Pigmented skin cells (chromatophores) are involved in environmental responses related to camouflage and UV protection. Chromatophores also derive from NCC, and their development depends on many of the same molecular signals that control NCC-dependent peripheral neuron genesis. Their ready visibility in the skin of live embryos, and our recent demonstration that their genesis can be controlled by environmental light (Bertolesi et al., 2016), makes them a particularly good model for studying how environmental influences control the signalling events that regulate NCC development. We hypothesize that light perceived by the eye acts through a neural circuit to release systemic factors that control NCC progenitor proliferation and apoptosis.
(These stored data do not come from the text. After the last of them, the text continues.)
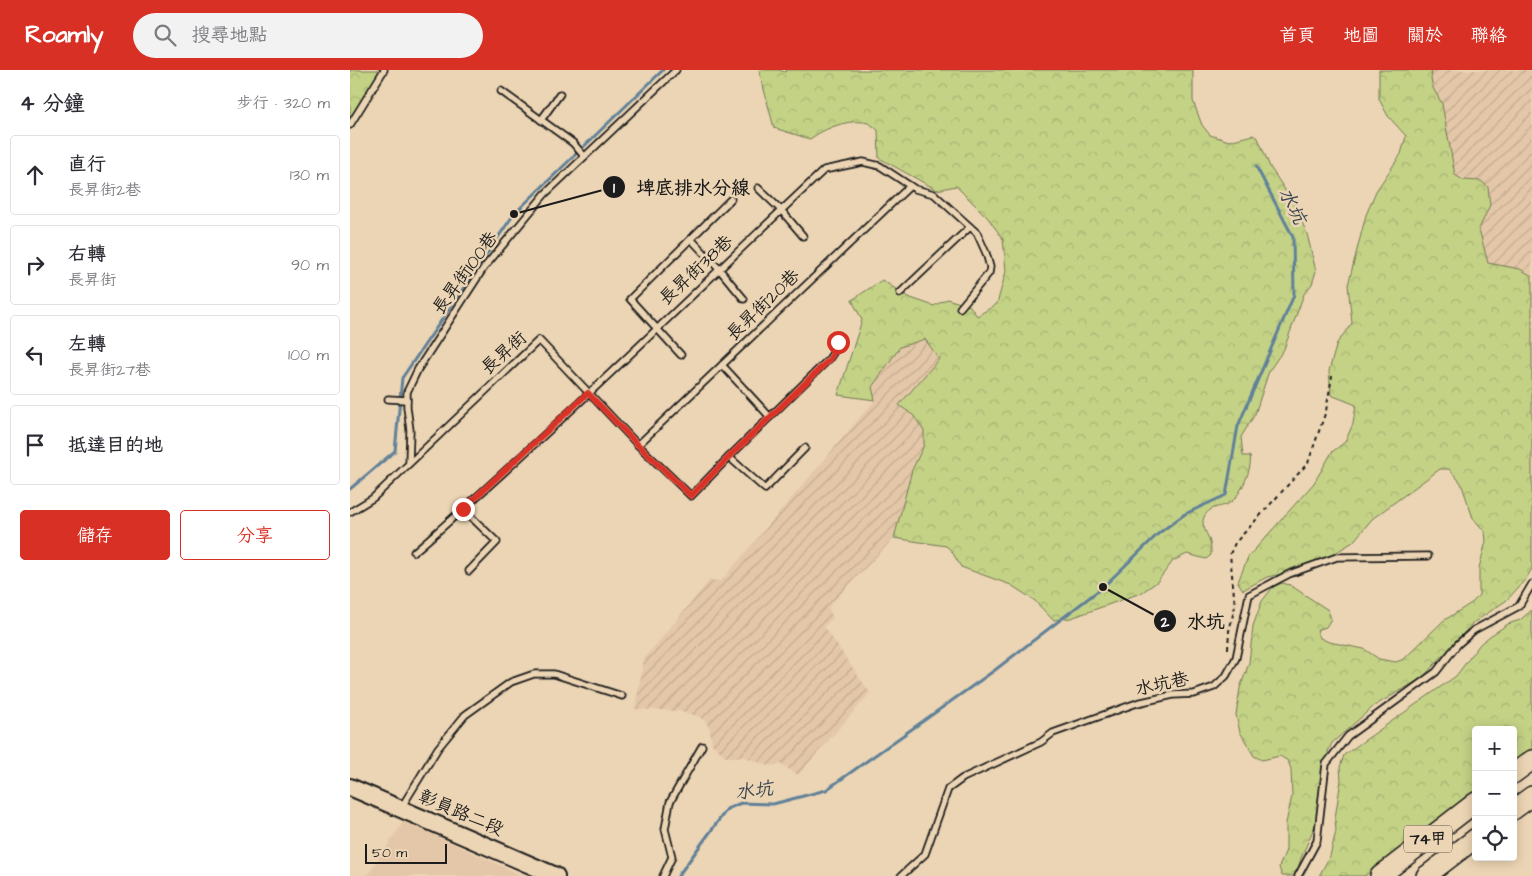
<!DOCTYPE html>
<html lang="zh-TW">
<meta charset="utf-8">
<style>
body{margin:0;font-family:"Architects Daughter","LXGW WenKai TC",sans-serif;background:#f2f2f3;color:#2b2b33}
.controls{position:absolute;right:15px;bottom:15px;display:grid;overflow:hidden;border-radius:5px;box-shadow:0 2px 12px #0003}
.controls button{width:45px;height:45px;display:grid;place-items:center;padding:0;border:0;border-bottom:1px solid #e1e1e2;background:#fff;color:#2b2b33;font:25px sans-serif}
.scale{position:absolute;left:15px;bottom:12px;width:82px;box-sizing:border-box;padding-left:5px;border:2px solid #1c1c1c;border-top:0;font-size:14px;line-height:18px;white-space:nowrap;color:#1c1c1c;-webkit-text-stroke:4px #ecd5b4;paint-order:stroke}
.stop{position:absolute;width:15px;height:15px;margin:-11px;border:4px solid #d93025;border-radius:50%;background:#fff}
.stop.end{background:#d93025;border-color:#fff;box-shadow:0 1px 5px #0008}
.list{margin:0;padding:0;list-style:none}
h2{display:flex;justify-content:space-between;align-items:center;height:65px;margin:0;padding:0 20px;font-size:21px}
h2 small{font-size:16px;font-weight:400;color:#7c7c81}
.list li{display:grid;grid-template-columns:32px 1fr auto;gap:15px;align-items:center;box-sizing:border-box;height:80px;margin:0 10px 10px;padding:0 10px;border:1px solid #e1e1e2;border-radius:5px}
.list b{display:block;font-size:19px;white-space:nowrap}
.list p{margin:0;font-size:16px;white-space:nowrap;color:#7c7c81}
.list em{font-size:16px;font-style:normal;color:#7c7c81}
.actions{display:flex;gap:10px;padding:15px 20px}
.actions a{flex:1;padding:11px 0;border:1px solid #d93025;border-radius:5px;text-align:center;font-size:18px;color:#d93025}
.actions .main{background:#d93025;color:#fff}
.icon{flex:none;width:28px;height:28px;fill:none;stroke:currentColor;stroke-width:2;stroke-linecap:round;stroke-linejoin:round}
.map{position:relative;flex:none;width:1182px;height:806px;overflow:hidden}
header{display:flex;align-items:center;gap:30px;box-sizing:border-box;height:70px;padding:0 25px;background:#d93025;color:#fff}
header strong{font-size:24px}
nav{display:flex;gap:28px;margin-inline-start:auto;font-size:18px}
.search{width:350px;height:45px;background:#f2f2f3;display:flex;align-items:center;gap:12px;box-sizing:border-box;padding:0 18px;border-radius:28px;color:#7c7c81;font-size:19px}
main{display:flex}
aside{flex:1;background:#fff}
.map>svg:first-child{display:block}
.built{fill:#e4c7a8}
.industrial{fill:url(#industrial-furrows)}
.forest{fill:url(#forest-crowns);stroke:#707751}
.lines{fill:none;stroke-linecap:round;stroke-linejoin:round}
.stream{stroke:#618199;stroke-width:3}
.service-casing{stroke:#1c1c1c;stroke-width:9}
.secondary-casing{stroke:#1c1c1c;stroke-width:20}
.primary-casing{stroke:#1c1c1c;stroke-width:22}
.path{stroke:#1c1c1c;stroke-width:2;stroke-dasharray:4 4;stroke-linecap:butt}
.service{stroke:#ecd5b4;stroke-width:5.5}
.secondary{stroke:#ecd5b4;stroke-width:16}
.primary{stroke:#ecd5b4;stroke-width:19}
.route{stroke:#d93025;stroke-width:6}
.labels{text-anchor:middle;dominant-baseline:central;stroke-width:5;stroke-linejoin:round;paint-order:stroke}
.shield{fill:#ecd5b4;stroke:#5a544a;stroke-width:1}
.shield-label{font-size:16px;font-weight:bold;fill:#1c1c1c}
.street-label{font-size:18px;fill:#1c1c1c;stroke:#ecd5b4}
.water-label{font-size:19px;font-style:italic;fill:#394650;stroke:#ecd5b4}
.leader{fill:none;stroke:#1c1c1c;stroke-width:2}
.callout-dot{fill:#1c1c1c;stroke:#ecd5b4;stroke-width:2}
.mark-label{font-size:15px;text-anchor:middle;font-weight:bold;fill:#fff}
.callout-label{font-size:19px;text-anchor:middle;font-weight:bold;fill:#1c1c1c;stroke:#ecd5b4;stroke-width:5;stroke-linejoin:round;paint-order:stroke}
</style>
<header>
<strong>Roamly</strong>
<div class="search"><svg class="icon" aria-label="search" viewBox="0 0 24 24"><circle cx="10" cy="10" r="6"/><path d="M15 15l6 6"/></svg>搜尋地點</div>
<nav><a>首頁</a><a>地圖</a><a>關於</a><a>聯絡</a></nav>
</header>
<main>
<aside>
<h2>4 分鐘<small>步行 · 320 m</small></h2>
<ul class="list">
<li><svg class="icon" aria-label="ahead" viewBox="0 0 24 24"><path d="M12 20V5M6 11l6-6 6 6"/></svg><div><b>直行</b><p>長昇街2巷</p></div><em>130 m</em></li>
<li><svg class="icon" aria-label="right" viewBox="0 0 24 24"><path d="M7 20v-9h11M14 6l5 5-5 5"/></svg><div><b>右轉</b><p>長昇街</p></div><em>90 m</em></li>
<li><svg class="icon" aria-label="left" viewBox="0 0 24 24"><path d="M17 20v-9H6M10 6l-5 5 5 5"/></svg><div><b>左轉</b><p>長昇街27巷</p></div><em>100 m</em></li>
<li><svg class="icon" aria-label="arrive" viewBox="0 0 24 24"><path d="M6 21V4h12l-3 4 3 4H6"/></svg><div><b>抵達目的地</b></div></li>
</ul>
<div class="actions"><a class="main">儲存</a><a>分享</a></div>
</aside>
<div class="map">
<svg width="1182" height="806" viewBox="0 0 1182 806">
<defs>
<pattern id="industrial-furrows" width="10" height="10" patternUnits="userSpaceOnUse" patternTransform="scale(1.25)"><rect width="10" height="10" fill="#e4c7a8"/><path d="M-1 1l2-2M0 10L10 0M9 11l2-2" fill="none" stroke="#c3aa90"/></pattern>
<pattern id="forest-crowns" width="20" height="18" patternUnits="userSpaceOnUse" patternTransform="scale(1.25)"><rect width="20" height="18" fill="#c4d286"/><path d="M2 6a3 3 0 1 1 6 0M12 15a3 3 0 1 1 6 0" fill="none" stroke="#a8b473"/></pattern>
</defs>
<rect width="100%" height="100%" fill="#ecd5b4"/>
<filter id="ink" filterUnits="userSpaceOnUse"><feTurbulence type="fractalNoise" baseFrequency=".02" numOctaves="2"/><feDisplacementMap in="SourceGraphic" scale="10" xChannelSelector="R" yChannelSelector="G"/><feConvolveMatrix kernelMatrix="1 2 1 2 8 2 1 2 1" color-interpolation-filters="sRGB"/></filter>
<g filter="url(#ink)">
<!-- built -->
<path class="built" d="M54 751 173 806H17Z"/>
<!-- industrial -->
<g class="industrial">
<path d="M1082 0H1182V206L1170 199 1138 194 1129 159 1140 135 1131 111 1113 110 1105 105 1092 34 1083 18 1081 10Z"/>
<path d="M575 269 589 289 549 335 564 346 574 361V375L562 400 544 468 478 537 483 548 474 556 520 623 448 705 431 694 419 696 395 687H376L362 674 359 657 354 650 347 646 330 641 285 639 294 589 360 510 371 511 525 330 522 318 550 277Z"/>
</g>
<!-- forest -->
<g class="forest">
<path d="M0 0H36L0 52Z"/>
<path d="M409 0H429L435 2 437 0H843V31L852 55 860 65 879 71 903 65 908 68 920 97 945 135 957 164 966 201 962 214 954 224 934 279 919 301 905 344 891 367 893 386H900C903 397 891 425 881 432 872 439 861 434 854 447 850 456 859 465 860 473 861 477 861 481 861 485L856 489 837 484 823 491 807 512 791 523 721 548 703 550 684 530 661 515 611 497 601 480 596 476 544 468 562 400 574 375V361L564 346 549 335 589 289 575 269 550 277 522 317 525 330 488 325 512 250 502 230 532 210 558 227 584 236 597 229 620 236 627 246 647 234 656 201 653 169 638 148 606 116 587 120 529 88 528 60C525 58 521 54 518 53 500 48 475 58 460 69L424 58Z"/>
<path d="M1029 0H1082L1081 9 1083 18 1092 34 1105 105 1113 110 1131 111 1138 117 1140 135 1129 159 1138 193 1170 199 1182 206V499L1175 510 1157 530 1123 553 1072 608 1024 636 982 673 978 682 966 753 951 788 946 806H932L929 797 936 780V753L942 726 941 699 938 691 930 686 912 690 904 686 890 662 886 645 890 618 899 593 903 556 912 531 923 517 932 513 940 515 978 540 981 549 976 557 967 560 970 568 979 572 1014 579 1029 589 1046 592 1054 589 1093 551 1123 532 1129 525V498L1136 471 1135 462 1123 448 1111 413 1099 399H1090L1022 449 1003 472 972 491 955 499 917 507 893 520 888 512 898 487 964 413 982 382 995 372 1003 354 1006 335 981 325 979 301 987 273 1002 253 998 215 1016 145 1026 121 1051 84 1056 66 1038 46 1029 29Z"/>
<path d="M1182 540V684L1163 697V660H1126V725L1015 806H969L980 786 986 761 985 748 991 710 990 697 994 685 1106 606 1130 574 1140 566 1158 554 1170 550Z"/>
</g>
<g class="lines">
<!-- stream -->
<g class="stream">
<path d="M0 419 45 381 52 308 164 144 313 0"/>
<path d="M328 806 377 739 391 733 423 734 476 720 645 600 753 517 809 463 835 444 876 425 888 356 944 225 943 167 906 96"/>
</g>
<!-- service casing -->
<g class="service-casing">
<g id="service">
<path d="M151 21 223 73 234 86"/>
<path d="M191 50 210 24"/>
<path d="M0 55 34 0"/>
<path d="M408 118 431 140 453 166"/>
<path d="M341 169 369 199 394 229"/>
<path d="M550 223 620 157"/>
<path d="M331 285 280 229 381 129"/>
<path d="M372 295 420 347"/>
<path d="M38 329 57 330"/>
<path d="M288 375 560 116"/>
<path d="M379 387 415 419 455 378"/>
<path d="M59 393 60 360 57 337V322L68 299 133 199 195 124 326 0"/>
<path d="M113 439 147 472 119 501"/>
<path d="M0 442 23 428 189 270 288 375 341 426 379 387 479 289 487 277 488 272"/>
<path d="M64 482C205 360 338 228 474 100L513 92 530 96 565 119 584 124 627 163 636 183 640 197 639 203 610 238"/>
<path d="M51 738 88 678 115 645 161 612 184 604H204L272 626"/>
<path d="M313 806 322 787 315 759 320 732 352 676"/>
<path d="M551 806 575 784 598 719 613 708 691 672 703 663 787 633 823 625 844 624 864 617 876 606 886 588 899 525 939 504 987 487 1078 486"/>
<path d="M948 806 967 771 976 694 998 666 1086 602 1108 574 1124 560 1169 536 1182 514"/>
</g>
</g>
<!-- secondary casing -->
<g class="secondary-casing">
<path id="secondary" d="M0 717 206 806"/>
</g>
<!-- primary casing -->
<g class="primary-casing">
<g id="primary">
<path d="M1163 704 1182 690"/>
<path d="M1163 740 1182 726"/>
<path d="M1030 806 1126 732"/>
<path d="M1076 806 1126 768"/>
</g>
</g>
<!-- path -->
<path class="path" d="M878 579 879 561 885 536 880 484 885 473 958 393 976 341 982 306"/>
<!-- service -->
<use href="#service" class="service"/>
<!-- secondary -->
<use href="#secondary" class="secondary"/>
<!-- primary -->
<use href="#primary" class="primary"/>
</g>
</g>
<g class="lines" filter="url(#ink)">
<!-- route -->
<path class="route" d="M113 439 238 323 288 375 341 426 379 387 479 290 487 277 488 272"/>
</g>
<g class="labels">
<!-- shield labels -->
<rect class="shield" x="1054" y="755.5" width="48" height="27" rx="4"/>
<g class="shield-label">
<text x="1078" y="769">74甲</text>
</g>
<!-- street labels -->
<g class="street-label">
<text transform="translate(346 200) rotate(-43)">長昇街38巷</text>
<text transform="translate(115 203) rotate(-54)">長昇街100巷</text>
<text transform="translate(413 235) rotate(-44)">長昇街20巷</text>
<text transform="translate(154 283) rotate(-42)">長昇街</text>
<text transform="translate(812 614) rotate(-12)">水坑巷</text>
<text transform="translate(111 743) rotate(23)">彰員路二段</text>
</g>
<!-- water labels -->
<g class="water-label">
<text transform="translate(942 136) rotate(63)">水坑</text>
<text transform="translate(404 721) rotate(-7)">水坑</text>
</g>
</g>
<!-- callouts -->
<path class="leader" d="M164 144L264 117M753 517L815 551"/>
<g class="callout-dot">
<circle cx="164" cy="144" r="5"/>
<circle cx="753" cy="517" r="5"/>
<circle cx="264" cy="117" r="12"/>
<circle cx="815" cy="551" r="12"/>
</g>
<g class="mark-label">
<text x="264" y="123">1</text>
<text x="815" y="557">2</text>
</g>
<g class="callout-label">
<text x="343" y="124">埤底排水分線</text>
<text x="856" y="558">水坑</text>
</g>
</svg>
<div class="controls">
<button>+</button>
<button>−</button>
<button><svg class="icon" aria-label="locate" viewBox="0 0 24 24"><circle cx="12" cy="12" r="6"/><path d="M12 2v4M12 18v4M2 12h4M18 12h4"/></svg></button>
</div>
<div class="scale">50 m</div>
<div class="stop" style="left:488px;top:272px"></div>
<div class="stop end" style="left:113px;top:439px"></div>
</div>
</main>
We are using the Xenopus laevis embryo model, readily amenable to surgical, molecular and pharmacological manipulations in vivo, to address this hypothesis.

This research program is at the forefront of understanding how the external environment can directly impact the developing nervous system, in that we have identified a natural signal, light, that controls NCC progenitor biology to adapt the organism to its milieu. We will study the neural circuitry and signalling events that control light-mediated changes in skin pigmentation using both in vitro and in vivo models. Skin pigmentation is readily assessed, and so the model is experimentally amenable, and will provide key foundational information that can be used to understand how the external environment can impact the processes that control the development of other NCC derived cell types.